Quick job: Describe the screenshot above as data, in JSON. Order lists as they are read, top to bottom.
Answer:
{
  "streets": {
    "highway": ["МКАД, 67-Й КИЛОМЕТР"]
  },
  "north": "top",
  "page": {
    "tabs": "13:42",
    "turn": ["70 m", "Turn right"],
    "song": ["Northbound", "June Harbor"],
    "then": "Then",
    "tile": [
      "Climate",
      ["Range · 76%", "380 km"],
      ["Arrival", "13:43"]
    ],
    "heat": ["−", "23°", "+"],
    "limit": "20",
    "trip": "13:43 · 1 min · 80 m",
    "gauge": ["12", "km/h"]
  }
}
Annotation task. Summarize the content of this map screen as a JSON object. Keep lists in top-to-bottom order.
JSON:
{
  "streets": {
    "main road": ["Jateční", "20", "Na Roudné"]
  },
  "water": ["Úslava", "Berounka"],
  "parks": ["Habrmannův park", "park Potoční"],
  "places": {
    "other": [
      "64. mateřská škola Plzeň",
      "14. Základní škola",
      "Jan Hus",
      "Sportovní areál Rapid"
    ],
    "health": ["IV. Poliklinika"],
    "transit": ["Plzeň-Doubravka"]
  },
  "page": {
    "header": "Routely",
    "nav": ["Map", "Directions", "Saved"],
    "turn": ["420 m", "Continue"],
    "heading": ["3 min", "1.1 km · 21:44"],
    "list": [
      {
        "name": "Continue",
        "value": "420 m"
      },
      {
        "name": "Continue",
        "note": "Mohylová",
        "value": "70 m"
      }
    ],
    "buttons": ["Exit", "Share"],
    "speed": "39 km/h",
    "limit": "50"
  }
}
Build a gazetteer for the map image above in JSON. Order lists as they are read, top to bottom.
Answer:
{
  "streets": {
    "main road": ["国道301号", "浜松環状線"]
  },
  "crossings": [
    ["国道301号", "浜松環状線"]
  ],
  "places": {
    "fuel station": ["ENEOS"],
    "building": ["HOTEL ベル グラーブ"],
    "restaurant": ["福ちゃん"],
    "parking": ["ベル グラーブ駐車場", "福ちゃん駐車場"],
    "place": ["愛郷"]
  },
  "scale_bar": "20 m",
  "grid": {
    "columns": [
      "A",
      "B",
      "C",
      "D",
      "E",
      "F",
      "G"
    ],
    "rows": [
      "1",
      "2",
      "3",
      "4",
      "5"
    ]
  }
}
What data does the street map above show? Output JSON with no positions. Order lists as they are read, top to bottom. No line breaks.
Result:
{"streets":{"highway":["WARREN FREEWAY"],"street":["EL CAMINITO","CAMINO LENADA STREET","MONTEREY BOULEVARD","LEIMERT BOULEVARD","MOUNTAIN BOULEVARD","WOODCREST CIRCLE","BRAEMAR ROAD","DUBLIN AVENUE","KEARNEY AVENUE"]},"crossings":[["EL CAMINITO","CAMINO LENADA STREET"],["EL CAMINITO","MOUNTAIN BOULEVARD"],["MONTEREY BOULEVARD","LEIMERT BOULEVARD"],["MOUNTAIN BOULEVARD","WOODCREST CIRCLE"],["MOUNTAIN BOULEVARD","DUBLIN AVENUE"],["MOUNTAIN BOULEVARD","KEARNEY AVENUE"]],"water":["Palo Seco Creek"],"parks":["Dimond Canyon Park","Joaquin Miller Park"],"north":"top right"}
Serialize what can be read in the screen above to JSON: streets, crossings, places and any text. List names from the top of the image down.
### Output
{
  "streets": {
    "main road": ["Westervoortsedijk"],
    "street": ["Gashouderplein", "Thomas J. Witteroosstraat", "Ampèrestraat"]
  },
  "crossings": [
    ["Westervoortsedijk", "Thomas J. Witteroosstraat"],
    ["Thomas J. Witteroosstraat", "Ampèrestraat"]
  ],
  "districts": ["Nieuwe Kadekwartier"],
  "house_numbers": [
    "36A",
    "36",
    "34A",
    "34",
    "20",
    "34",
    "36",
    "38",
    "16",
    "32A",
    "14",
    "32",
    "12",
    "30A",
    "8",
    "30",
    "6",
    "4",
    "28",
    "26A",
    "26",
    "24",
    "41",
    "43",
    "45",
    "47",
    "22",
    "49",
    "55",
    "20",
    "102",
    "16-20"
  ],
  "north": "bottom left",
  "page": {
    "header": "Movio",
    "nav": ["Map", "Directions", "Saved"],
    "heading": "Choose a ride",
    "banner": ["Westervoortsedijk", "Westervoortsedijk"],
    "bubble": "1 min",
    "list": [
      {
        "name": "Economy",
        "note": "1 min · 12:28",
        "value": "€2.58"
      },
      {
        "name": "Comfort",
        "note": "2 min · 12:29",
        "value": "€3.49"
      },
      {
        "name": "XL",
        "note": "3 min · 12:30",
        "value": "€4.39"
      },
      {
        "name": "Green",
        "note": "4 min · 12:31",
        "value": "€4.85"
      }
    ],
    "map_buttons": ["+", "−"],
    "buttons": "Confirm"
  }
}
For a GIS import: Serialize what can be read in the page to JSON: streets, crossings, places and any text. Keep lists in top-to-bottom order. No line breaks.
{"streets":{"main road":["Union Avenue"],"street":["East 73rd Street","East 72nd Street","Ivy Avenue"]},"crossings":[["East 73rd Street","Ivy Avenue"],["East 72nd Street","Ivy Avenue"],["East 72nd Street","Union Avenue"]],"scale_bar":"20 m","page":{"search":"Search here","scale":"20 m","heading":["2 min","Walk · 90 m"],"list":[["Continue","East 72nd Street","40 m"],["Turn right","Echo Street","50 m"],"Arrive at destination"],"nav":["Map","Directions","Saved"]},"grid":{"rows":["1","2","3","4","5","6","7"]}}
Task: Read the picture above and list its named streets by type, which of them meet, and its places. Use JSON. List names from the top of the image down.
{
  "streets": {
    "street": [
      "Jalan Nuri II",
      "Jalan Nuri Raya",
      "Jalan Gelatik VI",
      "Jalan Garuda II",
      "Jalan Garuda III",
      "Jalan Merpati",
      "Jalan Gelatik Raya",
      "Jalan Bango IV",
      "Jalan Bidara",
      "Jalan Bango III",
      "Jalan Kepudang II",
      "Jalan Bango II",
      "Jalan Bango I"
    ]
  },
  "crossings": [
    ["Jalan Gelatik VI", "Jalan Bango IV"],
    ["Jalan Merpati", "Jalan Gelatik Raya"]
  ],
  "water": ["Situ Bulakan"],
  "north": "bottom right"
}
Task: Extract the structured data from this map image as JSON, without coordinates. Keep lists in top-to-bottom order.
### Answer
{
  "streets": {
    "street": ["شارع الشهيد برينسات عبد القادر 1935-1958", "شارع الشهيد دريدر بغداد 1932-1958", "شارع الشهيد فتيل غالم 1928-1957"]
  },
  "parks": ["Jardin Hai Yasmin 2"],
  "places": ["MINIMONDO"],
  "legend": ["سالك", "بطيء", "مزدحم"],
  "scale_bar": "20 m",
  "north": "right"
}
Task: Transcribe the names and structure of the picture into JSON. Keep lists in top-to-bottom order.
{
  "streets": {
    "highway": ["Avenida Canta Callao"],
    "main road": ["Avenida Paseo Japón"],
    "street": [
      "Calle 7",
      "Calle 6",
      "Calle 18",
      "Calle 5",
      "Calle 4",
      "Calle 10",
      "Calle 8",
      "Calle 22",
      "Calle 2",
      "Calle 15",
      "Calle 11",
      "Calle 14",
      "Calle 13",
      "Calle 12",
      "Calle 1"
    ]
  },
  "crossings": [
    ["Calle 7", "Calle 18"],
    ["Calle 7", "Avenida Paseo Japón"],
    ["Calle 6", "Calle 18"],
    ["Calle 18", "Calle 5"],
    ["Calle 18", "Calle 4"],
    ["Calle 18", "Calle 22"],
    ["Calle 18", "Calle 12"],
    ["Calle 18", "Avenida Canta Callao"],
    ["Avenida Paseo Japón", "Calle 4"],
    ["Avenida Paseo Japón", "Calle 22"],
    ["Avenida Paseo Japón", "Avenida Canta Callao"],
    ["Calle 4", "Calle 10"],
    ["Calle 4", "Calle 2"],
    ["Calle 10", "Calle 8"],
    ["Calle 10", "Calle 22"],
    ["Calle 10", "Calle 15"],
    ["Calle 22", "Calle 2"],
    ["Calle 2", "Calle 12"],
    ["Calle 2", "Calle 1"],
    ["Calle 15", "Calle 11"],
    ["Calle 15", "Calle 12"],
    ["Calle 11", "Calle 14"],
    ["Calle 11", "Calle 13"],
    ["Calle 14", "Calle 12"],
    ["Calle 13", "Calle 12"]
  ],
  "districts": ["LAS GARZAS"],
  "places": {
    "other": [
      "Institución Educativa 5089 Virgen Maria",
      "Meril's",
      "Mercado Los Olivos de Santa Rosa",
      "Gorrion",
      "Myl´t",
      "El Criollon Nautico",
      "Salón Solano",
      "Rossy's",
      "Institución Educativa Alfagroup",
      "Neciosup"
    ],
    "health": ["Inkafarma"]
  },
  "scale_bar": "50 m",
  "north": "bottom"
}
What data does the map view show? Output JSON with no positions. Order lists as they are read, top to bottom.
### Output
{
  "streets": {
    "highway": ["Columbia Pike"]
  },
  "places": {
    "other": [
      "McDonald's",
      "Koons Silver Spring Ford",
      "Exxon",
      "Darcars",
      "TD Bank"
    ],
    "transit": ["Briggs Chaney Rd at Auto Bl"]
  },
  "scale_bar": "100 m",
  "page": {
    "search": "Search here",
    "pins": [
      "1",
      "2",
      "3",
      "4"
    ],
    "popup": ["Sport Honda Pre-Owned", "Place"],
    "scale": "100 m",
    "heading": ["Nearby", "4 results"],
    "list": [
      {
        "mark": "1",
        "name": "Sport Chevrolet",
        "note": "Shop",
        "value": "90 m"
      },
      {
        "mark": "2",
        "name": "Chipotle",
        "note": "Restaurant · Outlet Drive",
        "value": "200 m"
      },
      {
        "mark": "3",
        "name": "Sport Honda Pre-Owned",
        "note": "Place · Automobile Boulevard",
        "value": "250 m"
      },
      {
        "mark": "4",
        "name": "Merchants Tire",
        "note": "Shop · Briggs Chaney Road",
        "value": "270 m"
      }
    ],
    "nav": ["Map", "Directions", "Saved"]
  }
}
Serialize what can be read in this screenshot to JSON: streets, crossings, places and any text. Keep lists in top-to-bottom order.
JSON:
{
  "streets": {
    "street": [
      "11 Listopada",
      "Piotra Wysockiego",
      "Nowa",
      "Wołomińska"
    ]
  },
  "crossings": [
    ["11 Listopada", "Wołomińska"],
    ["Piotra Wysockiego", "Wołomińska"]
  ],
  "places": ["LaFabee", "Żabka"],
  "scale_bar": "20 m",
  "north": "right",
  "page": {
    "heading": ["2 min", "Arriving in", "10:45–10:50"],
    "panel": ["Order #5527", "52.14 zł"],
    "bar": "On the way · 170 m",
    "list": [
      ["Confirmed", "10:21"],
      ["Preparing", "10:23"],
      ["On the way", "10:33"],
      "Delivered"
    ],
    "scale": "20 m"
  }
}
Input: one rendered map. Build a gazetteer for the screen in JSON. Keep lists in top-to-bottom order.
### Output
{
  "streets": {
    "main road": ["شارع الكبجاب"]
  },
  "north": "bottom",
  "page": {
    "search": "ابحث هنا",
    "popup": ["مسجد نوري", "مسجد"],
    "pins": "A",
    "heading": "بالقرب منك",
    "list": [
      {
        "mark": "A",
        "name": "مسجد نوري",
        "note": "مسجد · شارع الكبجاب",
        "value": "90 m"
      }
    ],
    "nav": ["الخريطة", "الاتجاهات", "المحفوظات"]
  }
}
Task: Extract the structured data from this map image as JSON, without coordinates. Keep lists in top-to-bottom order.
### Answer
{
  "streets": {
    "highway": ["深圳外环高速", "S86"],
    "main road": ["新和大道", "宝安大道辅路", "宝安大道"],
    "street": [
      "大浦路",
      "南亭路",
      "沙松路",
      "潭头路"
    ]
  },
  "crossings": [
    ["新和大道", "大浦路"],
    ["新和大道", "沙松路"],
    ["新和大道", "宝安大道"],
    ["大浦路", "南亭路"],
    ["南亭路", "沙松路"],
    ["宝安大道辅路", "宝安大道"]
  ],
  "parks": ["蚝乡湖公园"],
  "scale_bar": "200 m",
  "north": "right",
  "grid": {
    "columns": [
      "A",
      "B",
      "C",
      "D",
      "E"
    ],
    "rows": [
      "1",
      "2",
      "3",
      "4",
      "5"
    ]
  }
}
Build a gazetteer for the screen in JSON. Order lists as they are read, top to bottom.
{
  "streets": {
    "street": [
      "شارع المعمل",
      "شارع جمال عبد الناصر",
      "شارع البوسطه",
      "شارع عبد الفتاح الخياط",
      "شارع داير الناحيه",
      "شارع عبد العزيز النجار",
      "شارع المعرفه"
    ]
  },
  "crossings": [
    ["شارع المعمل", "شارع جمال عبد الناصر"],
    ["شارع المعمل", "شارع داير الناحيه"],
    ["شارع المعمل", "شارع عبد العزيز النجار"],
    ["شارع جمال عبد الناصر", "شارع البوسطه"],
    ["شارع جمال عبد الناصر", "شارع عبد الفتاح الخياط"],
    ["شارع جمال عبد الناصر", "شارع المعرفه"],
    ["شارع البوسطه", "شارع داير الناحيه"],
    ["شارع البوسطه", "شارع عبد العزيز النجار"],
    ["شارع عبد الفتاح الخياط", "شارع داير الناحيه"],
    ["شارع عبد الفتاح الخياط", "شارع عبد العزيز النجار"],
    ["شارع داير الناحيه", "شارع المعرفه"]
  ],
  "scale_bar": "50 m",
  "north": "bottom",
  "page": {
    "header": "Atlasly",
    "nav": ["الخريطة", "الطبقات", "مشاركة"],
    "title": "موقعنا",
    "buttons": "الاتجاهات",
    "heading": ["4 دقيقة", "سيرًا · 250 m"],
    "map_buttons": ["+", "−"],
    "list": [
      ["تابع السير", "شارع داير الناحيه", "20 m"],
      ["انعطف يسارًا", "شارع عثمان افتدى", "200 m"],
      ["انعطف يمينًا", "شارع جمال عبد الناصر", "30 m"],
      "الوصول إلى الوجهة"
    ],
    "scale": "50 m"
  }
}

_What to produce_: Provide only the number of lines in the listing above that contain "Directions".

_Response for this exercise_: 4